Now on to the question of classical singing as a ‘style.’

We would consider a classically trained actor to be well-versed in the works of Shakespeare, the Greeks, and other older theatrical works. The connotation here is that he was trained to UNDERSTAND these works as an actor, not that he was TRAINED HOW TO ACT in them. Actor training really didn’t exist as codified system until Stanislavsky in the late nineteenth and twentieth centuries. Most likely the actor WAS trained in deportment, language, manners, style, theatrical conventions, so that he or she would be familiar with these older works and be able to communicate them.

In this parallel analogy, we might have the key to another definition of classical singing. Is classical singing learning to sing music that is considered classical in nature, from (mostly) western european traditions (i.e. Mozart, Handel, Schubert, Schumann, Fauré, etc)? Many singers go to universities and learn much of this western classical music – does that mean that they are classically trained?

Another interesting observation is the struggle a great number of classically trained singers face when confronted with other musical styles that are NOT classical in STYLE. Can a soprano that sings Mimi in “La Bohème” easily adjust her technique to sing Mimi in “Rent?” Can she apply her classical technique to the rock music of Heart? Pat Benatar was ‘trained’ classically as a coloratura soprano, but does she SOUND that way in “Love is a Battlefield?”

Here is another video of classical singers singing John Denver in an obvious ‘classical style.’

Is this stylistically and musically correct? No. Very few of these singers (René Pape is the exception) can manage to fit their voices stylistically to this music to sing it CORRECTLY. Remember, pop stars singing in opera is an affront to many classical teachers and singers sense of decency (Moral superiority of sound, right?)

Also consider that we’re often told if you can sing classically, you can sing anything. Perhaps, but can these artists convince you that this is how to present this particular music? Would this particular approach sell out an area today?

Perhaps a rapprochement exists in all of this discussion on classical singing: a FUNCTIONAL approach to voice training.

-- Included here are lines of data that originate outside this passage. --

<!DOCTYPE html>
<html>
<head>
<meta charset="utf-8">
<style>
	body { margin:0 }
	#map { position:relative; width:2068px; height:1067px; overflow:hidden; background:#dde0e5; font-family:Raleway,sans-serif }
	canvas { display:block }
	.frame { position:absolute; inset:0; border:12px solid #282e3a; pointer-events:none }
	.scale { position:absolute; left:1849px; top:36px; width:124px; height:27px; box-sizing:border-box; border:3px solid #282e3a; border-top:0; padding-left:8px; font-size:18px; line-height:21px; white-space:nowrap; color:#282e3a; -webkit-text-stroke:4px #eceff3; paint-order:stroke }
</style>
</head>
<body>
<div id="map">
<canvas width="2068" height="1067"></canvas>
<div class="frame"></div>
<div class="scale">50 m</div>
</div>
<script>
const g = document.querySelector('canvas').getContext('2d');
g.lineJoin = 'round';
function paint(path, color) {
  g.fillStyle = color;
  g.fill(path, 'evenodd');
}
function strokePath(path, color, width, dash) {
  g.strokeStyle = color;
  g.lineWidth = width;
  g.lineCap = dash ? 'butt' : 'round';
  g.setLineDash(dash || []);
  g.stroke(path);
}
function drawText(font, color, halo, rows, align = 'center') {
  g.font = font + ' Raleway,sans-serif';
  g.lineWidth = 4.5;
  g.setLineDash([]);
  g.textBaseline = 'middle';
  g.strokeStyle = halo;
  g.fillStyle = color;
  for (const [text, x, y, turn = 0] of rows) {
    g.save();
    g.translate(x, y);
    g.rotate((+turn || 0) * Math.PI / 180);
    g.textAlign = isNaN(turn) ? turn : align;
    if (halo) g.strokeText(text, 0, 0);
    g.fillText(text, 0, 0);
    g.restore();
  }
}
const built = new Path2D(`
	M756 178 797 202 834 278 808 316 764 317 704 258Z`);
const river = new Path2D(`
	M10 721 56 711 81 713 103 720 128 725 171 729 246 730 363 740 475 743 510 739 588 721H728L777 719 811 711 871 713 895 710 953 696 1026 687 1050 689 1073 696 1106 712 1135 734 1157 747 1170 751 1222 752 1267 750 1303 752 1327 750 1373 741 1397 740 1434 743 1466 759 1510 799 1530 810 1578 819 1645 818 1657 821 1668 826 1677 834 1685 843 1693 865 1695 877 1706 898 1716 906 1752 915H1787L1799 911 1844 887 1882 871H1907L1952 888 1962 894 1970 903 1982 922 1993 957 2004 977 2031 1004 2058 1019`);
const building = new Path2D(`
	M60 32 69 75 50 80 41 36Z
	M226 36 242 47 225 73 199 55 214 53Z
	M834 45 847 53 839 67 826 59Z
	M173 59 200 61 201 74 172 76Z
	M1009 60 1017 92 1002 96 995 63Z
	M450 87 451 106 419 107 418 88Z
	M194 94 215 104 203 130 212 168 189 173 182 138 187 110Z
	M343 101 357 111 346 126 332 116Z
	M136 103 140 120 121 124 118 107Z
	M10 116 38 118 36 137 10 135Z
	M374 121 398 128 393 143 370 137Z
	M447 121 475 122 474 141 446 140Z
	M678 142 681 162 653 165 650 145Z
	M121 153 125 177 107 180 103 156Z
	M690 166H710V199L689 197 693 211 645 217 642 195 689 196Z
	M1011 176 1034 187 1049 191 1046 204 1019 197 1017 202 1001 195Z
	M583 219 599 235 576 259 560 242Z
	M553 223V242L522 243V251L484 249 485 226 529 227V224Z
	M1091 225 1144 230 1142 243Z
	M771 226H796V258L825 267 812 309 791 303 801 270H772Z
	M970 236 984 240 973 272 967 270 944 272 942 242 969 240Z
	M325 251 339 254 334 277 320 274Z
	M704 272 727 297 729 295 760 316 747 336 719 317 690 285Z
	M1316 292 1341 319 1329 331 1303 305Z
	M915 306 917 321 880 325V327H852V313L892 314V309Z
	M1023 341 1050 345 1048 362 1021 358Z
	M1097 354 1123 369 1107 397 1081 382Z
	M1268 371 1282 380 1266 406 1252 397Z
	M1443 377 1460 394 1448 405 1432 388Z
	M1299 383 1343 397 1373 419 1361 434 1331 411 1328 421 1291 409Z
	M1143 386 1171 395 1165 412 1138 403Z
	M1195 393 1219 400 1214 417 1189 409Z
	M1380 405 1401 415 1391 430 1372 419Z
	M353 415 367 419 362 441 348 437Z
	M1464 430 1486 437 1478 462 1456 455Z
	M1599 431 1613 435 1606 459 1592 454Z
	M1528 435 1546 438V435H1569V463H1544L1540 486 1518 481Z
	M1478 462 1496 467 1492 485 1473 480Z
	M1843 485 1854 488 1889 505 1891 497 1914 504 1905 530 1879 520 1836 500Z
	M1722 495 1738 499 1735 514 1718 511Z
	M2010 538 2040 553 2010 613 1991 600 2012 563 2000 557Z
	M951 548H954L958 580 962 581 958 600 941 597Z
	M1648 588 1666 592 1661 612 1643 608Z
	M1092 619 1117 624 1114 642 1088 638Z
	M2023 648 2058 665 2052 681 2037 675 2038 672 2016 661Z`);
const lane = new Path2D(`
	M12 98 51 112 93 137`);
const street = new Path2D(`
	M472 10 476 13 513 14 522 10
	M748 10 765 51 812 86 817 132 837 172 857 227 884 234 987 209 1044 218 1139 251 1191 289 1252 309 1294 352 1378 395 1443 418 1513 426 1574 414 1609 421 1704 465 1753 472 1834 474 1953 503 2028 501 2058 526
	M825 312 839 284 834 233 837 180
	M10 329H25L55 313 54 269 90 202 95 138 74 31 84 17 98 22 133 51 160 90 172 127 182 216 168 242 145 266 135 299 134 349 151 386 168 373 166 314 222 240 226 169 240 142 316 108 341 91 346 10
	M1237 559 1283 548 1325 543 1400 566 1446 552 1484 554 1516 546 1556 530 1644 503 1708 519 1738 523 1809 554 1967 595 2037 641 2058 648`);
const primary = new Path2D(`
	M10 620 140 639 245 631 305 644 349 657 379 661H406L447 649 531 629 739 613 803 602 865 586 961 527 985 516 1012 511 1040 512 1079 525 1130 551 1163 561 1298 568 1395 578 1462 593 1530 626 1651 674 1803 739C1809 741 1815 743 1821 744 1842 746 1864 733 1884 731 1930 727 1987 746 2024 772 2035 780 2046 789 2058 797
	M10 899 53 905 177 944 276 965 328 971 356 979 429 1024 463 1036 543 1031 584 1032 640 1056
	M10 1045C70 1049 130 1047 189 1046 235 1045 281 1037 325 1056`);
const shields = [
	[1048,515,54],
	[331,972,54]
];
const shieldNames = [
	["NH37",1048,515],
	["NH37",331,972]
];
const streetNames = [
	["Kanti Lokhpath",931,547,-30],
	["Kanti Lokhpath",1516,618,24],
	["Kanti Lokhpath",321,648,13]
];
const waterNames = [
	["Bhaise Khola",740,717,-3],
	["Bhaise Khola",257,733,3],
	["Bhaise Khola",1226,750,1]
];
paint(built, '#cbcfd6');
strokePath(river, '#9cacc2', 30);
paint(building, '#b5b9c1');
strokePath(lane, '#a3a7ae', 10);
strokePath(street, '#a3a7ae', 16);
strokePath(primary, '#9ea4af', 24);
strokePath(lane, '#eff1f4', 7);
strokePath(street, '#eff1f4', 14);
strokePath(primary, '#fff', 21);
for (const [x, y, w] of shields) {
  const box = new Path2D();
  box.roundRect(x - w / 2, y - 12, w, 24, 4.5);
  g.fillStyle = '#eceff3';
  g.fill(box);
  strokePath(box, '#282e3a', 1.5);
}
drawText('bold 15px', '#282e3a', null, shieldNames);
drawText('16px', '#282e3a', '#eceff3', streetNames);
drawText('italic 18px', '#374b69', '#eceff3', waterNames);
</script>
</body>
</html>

Functionally oriented training of the voice gives us a rational basis upon which to INSTRUCT because it shifts the focus from the AESTHETIC (which is in many cases subjective – see the unfortunate above-mentioned students) to focus on actual physical function.

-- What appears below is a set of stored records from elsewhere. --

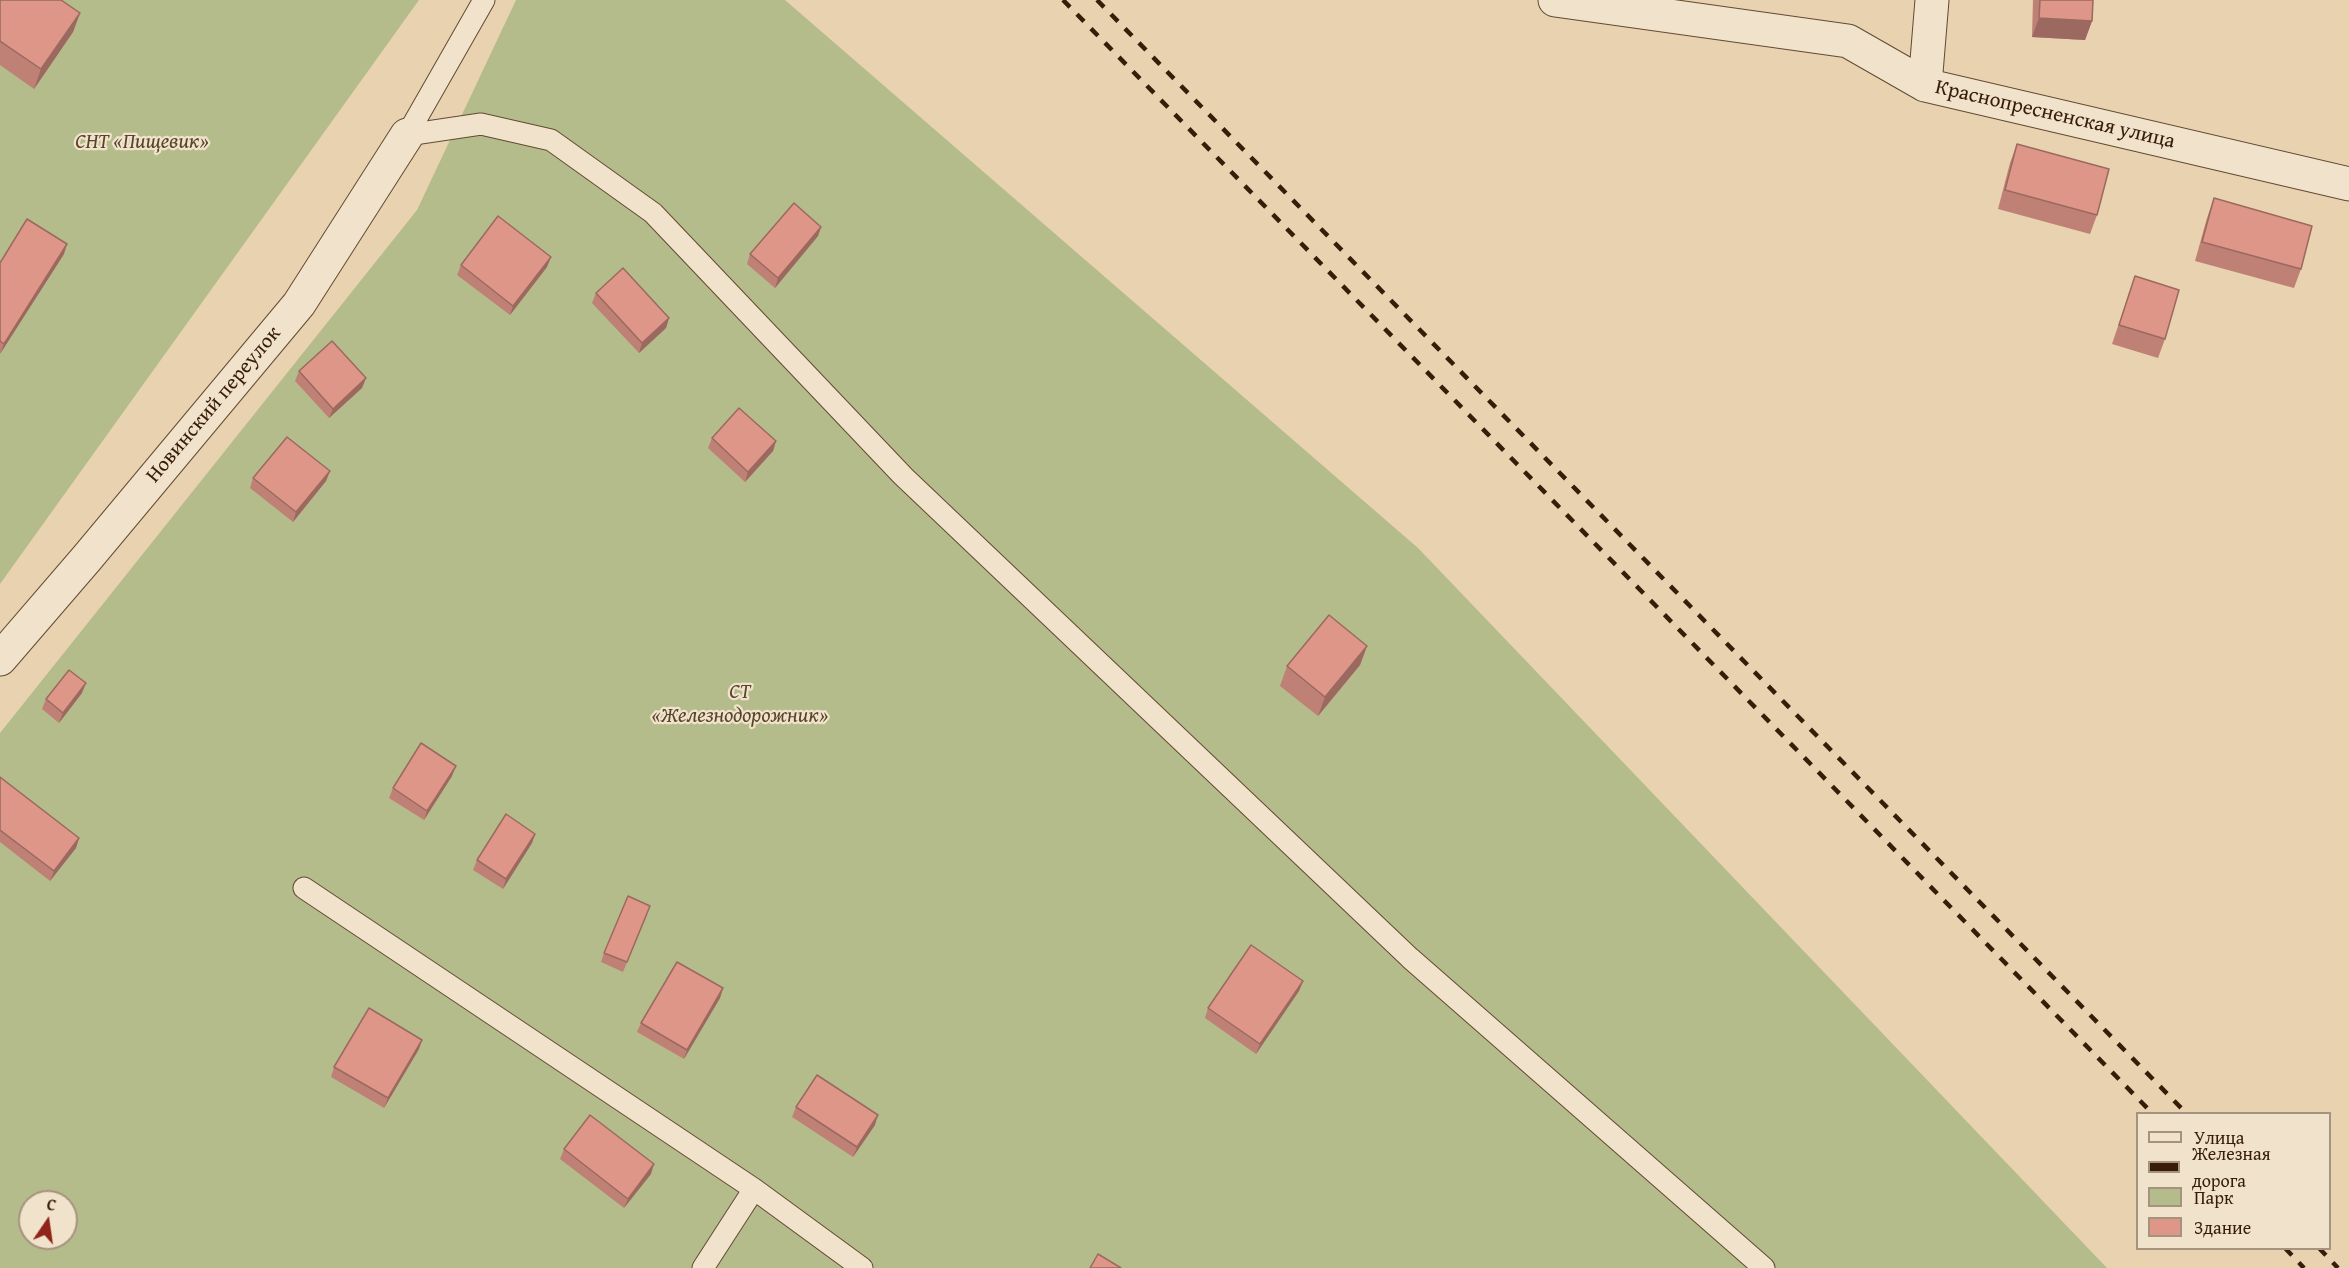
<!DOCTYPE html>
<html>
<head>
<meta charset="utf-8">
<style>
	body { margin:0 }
	#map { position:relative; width:2349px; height:1268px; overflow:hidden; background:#e8d2af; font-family:"Gentium Book Plus",serif }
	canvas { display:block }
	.legend { position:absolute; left:2136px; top:1112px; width:195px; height:138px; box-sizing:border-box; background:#f0e2cb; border:2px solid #a6937d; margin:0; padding:8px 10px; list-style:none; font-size:18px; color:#371d09 }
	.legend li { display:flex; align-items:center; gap:12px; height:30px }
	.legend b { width:30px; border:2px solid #a6937d }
	.north { position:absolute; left:18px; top:1190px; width:60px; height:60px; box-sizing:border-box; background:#f0e2cb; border:2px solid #a6937d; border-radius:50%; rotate:13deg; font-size:16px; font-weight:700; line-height:24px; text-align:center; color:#371d09 }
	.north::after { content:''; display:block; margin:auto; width:21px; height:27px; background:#8f2418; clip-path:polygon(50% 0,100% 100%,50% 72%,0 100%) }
</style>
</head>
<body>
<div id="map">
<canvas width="2349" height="1268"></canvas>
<ul class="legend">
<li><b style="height:8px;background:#f0e2cb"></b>Улица</li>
<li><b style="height:8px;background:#371d09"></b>Железная дорога</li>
<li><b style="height:16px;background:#b5bc8b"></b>Парк</li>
<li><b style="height:16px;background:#de9688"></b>Здание</li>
</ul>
<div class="north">С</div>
</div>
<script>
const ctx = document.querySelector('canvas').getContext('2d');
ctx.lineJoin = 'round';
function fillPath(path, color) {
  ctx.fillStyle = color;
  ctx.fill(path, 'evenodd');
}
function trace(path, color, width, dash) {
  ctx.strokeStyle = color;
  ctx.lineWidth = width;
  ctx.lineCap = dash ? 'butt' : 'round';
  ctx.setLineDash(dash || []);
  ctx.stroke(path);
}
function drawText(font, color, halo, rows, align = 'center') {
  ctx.font = font + ' "Gentium Book Plus",serif';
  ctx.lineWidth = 4.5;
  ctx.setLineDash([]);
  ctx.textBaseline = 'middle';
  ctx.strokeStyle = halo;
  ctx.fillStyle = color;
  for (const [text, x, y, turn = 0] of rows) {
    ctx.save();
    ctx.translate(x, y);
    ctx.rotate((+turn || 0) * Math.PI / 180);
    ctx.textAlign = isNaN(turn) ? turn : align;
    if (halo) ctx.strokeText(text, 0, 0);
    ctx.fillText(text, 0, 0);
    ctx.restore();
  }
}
const green = new Path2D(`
	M0,0H419L0,584Z
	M516,0H785L1418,548L2107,1268H0V733L417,210ZM30,1202H66V1238H30Z`);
const lane = new Path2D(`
	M407,135L481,124L551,140L653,213L903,476L1410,958L1764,1268
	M407,135L484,0
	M304,888L754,1189L862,1268
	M703,1268L754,1189`);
const street = new Path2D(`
	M1555,0L1848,41L1925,85L2349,184
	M1925,85L1932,0
	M0,659L87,558L299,304L407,135`);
const rail = new Path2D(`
	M1063,0L2153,1114
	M1097,0L2187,1114
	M2285,1248L2304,1268
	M2319,1248L2338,1268`);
const wall = new Path2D(`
	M0,0L80,13L73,32L34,89L0,65Z
	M2033,0H2093L2092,21L2085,40L2032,37Z
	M2017,144L2097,215L2090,234L1998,209L2010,163Z
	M2214,198L2301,269L2294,288L2195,261L2207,218Z
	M821,227L818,236L775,288L747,264L750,254Z
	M64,254L0,354V263Z
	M461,265L547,267L510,315L457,275Z
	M2135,276L2165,339L2158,358L2112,344Z
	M596,293L669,318L666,328L639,353L592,303Z
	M299,371L366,378L362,388L329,418L295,381Z
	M712,438L776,441L773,451L745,482L708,448Z
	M330,471L326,481L293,522L250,488L253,478Z
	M1367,646L1360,665L1318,716L1280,686L1287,666Z
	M82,693L59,723L42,709L46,699Z
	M452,776L424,820L389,798L393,788Z
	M0,777L79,838L76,848L50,881L0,842Z
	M535,834L532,843L503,889L473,870L477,860Z
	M647,915L623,972L601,962L604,953Z
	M1303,981L1299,991L1256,1054L1205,1018L1208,1008Z
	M723,988L720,998L684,1059L637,1032L641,1023Z
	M419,1049L384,1108L331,1077L334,1067Z
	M796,1107L875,1125L853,1157L792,1117Z
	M564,1149L651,1174L624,1208L560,1159Z`);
const shadedWall = new Path2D(`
	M80,13L73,32L34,89L41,69Z
	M2039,18L2092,21L2085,40L2032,37Z
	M821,227L818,236L775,288L778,278Z
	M67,244L64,254L0,354L4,344Z
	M551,257L547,267L510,315L513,306Z
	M669,318L666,328L639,353L642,343Z
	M366,378L362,388L329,418L333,409Z
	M776,441L773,451L745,482L748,472Z
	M330,471L326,481L293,522L296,512Z
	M1367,646L1360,665L1318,716L1325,697Z
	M86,683L82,693L59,723L63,713Z
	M456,766L452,776L424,820L427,811Z
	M535,834L532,843L503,889L506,879Z
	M79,838L76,848L50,881L54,871Z
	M1303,981L1299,991L1256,1054L1260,1044Z
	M723,988L720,998L684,1059L687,1050Z
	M422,1040L419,1049L384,1108L388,1098Z
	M878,1115L875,1125L853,1157L857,1147Z
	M654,1164L651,1174L624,1208L628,1199Z`);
const building = new Path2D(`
	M0,0H61L80,13L41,69L0,41Z
	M2040,0H2093L2092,21L2039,18Z
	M2017,144L2109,169L2097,215L2005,190Z
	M2214,198L2312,226L2301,269L2202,242Z
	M794,203L821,227L778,278L750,254Z
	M498,216L551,257L513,306L461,265Z
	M27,219L67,244L4,344L0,341V263Z
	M623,268L669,318L642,343L596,293Z
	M2135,276L2179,290L2165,339L2119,325Z
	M332,341L366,378L333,409L299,371Z
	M739,408L776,441L748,472L712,438Z
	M287,437L330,471L296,512L253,478Z
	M1329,615L1367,646L1325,697L1287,666Z
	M69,670L86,683L63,713L46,699Z
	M421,743L456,766L427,811L393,788Z
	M0,777L79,838L54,871L0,830Z
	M506,814L535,834L506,879L477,860Z
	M628,896L650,906L627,962L604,953Z
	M1251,945L1303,981L1260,1044L1208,1008Z
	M677,962L723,988L687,1050L641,1023Z
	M369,1008L422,1040L388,1098L334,1067Z
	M817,1075L878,1115L857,1147L796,1107Z
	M590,1115L654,1164L628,1199L564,1149Z
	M1098,1254L1121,1268H1090Z`);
const streetNames = [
	["Краснопресненская улица",2055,115,13],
	["Новинский переулок",214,405,-50]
];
const parkNames = [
	["СНТ «Пищевик»",142,143],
	["СТ",740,693],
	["«Железнодорожник»",740,717]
];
fillPath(green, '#b5bc8b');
trace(lane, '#634a32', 23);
trace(street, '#634a32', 35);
trace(lane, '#f0e2cb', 21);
trace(street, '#f0e2cb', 33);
trace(rail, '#371d09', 4.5, [10, 10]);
fillPath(wall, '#bf8175');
fillPath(shadedWall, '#9b695f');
fillPath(building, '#de9688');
trace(building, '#9b695f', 1.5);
drawText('21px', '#371d09', '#f0e2cb', streetNames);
drawText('italic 21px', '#56452a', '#f0e2cb', parkNames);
</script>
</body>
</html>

The goal of a functionally oriented voice training is to improve muscular movements at the sound source (the larynx), allowing the voice to respond more freely so that it becomes a servant to the singer’s concepts of musical phrase AND style.

Interestingly, the oldest writings on singing tend to follow such ideologies: a free, rangy voice, able to sing a wide compass of notes with breath efficiency, clear vowels, understandable text, and extreme flexibility and messa di voce. This voice training was exemplary because it innervated and built the fullest capacities of the human voice, a voice SO liberated it COULD sing any style of composition. A voice without technical faults or limits.

The human voice is an ORGANIC mechanism IN NATURE and bound by NATURE’S laws. How we learn to use it doesn’t have to be connected to music, per se. Remember, vocal music DEVELOPED as greater exploration of the voice through empirical study of its FUNCTION allowed composers more leeway to write music for such virtuostic, dramatic, and functionally liberated singing! NOT VICE VERSA! Voices weren’t shoe-horned into music – the music was fitted to the ability of these phenomenally trained singers.

When your classical singing training prevents you from singing other styles of music, your voice has been SPECIALIZED into a classical STYLE.  You cannot ‘get out’ of singing with your classical sound. In effect, the muscles of your vocal system are firmly locked in place, and won’t adjust to other ways of working (style).

When you can sing high, low, fast, slow, legato, staccato, over a considerable range, and at varying dynamic contrasts as a PURPOSE of training, then your voice might be considered CLASSICALLY TRAINED in the sense that freedom of the instrument has been unlocked, and artistic choice has expanded – a hallmark of what vocal training was all about in the Old Italian School of singing.

There IS a difference between the two.